Filter the records below and copy every line containing the word "canvas".

Stored data:

○ ○ ○ ○ ○ ○ ○

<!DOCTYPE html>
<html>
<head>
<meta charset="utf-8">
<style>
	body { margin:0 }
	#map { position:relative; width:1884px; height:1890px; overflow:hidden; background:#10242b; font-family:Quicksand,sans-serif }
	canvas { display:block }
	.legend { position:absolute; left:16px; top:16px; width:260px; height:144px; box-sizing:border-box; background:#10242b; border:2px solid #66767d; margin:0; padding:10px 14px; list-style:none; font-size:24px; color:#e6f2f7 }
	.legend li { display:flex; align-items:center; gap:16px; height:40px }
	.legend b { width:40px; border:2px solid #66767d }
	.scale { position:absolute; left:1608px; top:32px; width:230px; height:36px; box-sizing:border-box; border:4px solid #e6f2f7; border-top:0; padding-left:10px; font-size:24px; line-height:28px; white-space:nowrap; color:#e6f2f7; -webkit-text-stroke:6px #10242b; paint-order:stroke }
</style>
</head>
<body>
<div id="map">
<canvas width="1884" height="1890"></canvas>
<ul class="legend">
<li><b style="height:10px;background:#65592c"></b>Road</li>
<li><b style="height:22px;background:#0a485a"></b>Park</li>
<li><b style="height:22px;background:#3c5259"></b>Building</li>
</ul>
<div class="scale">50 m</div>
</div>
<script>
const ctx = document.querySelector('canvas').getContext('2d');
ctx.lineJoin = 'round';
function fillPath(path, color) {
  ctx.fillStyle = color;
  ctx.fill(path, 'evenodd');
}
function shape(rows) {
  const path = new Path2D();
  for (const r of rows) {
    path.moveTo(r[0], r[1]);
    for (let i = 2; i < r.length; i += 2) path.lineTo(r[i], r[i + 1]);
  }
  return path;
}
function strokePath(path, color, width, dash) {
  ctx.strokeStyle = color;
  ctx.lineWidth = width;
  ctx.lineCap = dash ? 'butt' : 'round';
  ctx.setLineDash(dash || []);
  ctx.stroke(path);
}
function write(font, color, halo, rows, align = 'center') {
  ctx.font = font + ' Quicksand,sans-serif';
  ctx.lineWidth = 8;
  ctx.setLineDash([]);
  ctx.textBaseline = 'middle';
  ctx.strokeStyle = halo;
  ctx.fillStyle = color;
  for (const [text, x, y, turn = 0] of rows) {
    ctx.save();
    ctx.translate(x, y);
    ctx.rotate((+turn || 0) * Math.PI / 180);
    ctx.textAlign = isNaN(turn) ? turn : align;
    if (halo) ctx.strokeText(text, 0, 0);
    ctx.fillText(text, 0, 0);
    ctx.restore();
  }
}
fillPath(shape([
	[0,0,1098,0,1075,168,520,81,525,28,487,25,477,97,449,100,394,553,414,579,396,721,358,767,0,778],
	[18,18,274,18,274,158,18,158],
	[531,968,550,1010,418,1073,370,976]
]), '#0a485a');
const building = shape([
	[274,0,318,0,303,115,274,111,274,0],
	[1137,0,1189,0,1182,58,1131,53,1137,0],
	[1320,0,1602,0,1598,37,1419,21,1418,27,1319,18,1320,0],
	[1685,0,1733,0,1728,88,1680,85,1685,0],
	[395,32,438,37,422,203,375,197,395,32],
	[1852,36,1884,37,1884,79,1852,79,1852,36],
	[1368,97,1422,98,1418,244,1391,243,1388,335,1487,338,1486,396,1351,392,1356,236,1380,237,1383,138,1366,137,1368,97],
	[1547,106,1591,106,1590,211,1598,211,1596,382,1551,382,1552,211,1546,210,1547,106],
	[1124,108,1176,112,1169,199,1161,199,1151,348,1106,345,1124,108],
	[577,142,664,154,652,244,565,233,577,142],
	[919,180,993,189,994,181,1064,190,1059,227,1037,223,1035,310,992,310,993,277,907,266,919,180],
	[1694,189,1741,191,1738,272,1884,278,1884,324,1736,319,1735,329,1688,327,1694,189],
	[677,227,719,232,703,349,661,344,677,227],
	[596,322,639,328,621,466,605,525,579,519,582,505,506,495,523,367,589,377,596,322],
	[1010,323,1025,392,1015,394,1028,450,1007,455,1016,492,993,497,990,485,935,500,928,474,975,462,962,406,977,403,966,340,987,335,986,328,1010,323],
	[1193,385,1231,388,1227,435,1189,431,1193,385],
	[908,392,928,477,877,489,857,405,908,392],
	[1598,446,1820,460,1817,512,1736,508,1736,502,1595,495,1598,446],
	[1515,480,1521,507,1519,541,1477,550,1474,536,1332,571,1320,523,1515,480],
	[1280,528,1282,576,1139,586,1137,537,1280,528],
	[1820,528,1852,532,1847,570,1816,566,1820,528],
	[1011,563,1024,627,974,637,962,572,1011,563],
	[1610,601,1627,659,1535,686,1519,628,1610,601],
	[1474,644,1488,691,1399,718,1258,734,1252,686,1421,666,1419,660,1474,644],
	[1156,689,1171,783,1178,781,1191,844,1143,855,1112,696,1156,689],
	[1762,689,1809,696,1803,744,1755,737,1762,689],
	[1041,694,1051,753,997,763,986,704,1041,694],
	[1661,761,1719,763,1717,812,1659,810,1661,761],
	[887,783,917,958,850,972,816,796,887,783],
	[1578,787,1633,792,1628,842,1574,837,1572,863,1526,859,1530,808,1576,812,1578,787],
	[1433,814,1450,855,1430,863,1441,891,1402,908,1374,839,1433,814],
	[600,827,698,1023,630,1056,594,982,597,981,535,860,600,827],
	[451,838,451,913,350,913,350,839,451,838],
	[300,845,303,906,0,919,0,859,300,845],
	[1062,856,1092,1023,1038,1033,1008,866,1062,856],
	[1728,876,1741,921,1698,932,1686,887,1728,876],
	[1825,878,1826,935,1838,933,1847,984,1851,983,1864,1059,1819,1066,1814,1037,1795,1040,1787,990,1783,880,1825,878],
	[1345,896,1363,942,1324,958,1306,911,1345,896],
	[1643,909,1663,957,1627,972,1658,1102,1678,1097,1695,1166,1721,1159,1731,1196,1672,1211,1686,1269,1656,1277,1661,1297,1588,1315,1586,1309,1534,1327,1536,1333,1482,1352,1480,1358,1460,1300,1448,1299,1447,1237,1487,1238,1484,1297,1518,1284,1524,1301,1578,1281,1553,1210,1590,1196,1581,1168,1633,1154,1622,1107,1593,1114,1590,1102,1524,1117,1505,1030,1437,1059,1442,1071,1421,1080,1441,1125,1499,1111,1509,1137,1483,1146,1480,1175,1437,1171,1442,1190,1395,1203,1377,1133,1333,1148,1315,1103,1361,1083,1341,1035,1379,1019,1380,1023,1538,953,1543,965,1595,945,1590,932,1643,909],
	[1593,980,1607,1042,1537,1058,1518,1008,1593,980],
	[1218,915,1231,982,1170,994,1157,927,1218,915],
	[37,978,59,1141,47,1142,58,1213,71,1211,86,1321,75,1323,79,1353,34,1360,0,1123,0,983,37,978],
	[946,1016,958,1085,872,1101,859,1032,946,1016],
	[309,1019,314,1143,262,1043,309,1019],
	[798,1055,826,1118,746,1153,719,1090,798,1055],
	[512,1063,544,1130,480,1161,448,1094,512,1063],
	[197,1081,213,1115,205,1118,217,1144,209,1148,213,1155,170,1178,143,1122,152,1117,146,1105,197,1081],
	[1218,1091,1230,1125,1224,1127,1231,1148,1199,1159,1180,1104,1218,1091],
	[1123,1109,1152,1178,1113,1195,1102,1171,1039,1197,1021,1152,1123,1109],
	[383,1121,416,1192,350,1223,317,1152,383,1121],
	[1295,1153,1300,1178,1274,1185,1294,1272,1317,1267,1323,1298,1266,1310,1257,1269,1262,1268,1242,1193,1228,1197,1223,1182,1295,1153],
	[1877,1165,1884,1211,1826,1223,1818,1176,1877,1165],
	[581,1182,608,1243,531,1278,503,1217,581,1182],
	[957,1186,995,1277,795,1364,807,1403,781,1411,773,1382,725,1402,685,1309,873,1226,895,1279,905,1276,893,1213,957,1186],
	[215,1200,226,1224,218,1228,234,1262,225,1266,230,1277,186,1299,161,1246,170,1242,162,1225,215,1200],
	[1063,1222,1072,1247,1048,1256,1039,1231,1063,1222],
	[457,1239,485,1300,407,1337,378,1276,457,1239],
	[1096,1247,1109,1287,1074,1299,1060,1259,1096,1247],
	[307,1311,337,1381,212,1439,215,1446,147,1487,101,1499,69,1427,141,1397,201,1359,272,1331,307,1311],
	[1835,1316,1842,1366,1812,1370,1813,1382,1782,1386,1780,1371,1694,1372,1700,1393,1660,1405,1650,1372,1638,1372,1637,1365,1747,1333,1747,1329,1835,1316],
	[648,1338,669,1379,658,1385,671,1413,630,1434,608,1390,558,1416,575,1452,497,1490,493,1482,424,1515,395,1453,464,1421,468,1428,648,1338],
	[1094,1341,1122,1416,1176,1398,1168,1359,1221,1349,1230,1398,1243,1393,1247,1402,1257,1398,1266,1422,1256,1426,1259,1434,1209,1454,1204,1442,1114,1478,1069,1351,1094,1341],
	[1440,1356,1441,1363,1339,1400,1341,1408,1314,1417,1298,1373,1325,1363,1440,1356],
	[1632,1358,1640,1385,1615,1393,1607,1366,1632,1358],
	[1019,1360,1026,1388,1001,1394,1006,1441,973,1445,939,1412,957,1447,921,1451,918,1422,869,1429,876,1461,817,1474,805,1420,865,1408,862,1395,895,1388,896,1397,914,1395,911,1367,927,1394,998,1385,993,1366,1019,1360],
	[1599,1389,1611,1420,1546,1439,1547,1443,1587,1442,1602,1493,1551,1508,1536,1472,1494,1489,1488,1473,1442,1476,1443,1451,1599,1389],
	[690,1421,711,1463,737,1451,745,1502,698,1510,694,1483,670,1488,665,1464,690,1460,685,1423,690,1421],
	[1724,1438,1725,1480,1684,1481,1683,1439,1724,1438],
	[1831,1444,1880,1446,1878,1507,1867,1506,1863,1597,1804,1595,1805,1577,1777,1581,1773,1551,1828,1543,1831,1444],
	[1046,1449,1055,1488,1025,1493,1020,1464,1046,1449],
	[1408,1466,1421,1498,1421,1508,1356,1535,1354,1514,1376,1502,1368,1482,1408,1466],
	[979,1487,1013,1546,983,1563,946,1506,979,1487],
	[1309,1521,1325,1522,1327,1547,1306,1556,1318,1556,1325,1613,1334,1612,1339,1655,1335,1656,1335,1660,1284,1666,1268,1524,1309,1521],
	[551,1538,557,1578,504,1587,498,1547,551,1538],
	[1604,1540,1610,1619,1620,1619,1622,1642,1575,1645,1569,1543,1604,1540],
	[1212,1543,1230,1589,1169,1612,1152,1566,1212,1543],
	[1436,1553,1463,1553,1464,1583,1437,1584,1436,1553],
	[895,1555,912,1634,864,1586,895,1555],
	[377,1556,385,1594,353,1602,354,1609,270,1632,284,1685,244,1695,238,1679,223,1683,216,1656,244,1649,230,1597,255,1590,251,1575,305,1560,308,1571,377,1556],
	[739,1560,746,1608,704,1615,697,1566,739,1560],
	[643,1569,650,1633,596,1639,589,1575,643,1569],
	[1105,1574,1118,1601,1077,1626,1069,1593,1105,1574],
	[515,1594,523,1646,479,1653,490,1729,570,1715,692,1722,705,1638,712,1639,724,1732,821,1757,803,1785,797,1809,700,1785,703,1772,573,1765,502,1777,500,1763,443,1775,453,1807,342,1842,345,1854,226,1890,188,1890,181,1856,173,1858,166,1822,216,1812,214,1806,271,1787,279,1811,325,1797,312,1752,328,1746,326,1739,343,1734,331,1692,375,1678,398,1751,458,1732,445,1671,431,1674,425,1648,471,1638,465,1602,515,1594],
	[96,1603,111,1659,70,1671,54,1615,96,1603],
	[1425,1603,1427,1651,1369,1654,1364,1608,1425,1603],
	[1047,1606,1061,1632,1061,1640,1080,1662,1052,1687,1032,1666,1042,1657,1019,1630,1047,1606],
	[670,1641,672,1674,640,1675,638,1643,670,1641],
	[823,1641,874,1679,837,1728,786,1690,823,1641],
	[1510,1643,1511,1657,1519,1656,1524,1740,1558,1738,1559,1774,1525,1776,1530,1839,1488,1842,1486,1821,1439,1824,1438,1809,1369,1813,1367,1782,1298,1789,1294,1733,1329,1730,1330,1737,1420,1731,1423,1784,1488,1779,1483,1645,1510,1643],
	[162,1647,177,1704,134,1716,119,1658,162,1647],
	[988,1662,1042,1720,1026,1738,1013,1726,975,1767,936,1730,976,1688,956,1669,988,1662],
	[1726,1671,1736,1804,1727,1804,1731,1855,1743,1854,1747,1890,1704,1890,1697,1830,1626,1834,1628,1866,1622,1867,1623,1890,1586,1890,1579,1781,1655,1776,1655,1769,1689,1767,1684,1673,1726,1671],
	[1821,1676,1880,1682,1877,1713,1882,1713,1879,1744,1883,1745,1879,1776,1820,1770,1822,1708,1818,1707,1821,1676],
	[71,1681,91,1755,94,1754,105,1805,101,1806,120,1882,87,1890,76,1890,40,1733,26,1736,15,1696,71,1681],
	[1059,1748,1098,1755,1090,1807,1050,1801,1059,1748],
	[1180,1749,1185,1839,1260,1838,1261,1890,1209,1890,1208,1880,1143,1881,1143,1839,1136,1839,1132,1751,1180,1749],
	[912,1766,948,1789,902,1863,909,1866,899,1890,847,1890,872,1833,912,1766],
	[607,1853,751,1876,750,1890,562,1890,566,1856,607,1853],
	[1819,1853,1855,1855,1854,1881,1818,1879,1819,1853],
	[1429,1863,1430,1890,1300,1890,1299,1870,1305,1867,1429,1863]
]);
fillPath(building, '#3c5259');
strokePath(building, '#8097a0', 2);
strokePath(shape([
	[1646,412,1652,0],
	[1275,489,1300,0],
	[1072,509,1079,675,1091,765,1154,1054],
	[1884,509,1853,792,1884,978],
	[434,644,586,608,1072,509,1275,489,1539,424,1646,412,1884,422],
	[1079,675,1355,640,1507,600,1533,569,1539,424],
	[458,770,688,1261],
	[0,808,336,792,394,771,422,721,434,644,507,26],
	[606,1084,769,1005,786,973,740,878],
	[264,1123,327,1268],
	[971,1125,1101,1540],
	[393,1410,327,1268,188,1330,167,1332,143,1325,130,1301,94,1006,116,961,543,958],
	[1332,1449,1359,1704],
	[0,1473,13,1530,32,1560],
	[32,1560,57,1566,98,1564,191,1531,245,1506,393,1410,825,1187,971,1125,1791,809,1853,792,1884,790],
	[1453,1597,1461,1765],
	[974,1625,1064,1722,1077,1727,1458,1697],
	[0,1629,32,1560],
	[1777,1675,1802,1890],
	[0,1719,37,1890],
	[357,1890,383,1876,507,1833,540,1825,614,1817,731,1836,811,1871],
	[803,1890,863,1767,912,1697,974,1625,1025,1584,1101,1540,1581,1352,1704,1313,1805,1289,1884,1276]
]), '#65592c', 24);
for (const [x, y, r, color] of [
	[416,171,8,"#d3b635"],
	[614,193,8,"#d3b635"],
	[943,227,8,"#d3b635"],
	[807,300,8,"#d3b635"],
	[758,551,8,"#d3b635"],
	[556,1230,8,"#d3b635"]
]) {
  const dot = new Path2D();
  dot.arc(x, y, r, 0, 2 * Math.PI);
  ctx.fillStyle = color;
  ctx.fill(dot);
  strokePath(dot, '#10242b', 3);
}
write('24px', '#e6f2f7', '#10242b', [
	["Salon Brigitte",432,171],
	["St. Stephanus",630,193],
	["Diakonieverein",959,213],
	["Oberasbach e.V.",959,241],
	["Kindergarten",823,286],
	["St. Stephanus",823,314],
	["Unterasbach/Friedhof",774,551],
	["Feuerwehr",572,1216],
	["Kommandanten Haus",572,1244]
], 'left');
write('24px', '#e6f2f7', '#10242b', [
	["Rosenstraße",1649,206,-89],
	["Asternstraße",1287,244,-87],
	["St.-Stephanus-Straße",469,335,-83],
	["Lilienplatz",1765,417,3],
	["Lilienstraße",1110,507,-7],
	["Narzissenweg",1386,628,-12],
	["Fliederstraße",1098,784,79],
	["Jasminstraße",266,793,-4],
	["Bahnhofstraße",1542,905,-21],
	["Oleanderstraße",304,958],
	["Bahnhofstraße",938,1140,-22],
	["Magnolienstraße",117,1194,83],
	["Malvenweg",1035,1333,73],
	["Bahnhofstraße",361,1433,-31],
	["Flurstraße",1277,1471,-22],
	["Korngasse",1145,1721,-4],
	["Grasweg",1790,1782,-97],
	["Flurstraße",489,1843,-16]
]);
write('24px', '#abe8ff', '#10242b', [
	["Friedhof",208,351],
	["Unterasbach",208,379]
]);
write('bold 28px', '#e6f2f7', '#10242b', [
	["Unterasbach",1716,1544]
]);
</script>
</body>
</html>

○ ○ ○ ○ ○ ○ ○

_Solution for this problem_
	canvas { display:block }
<canvas width="1884" height="1890"></canvas>
const ctx = document.querySelector('canvas').getContext('2d');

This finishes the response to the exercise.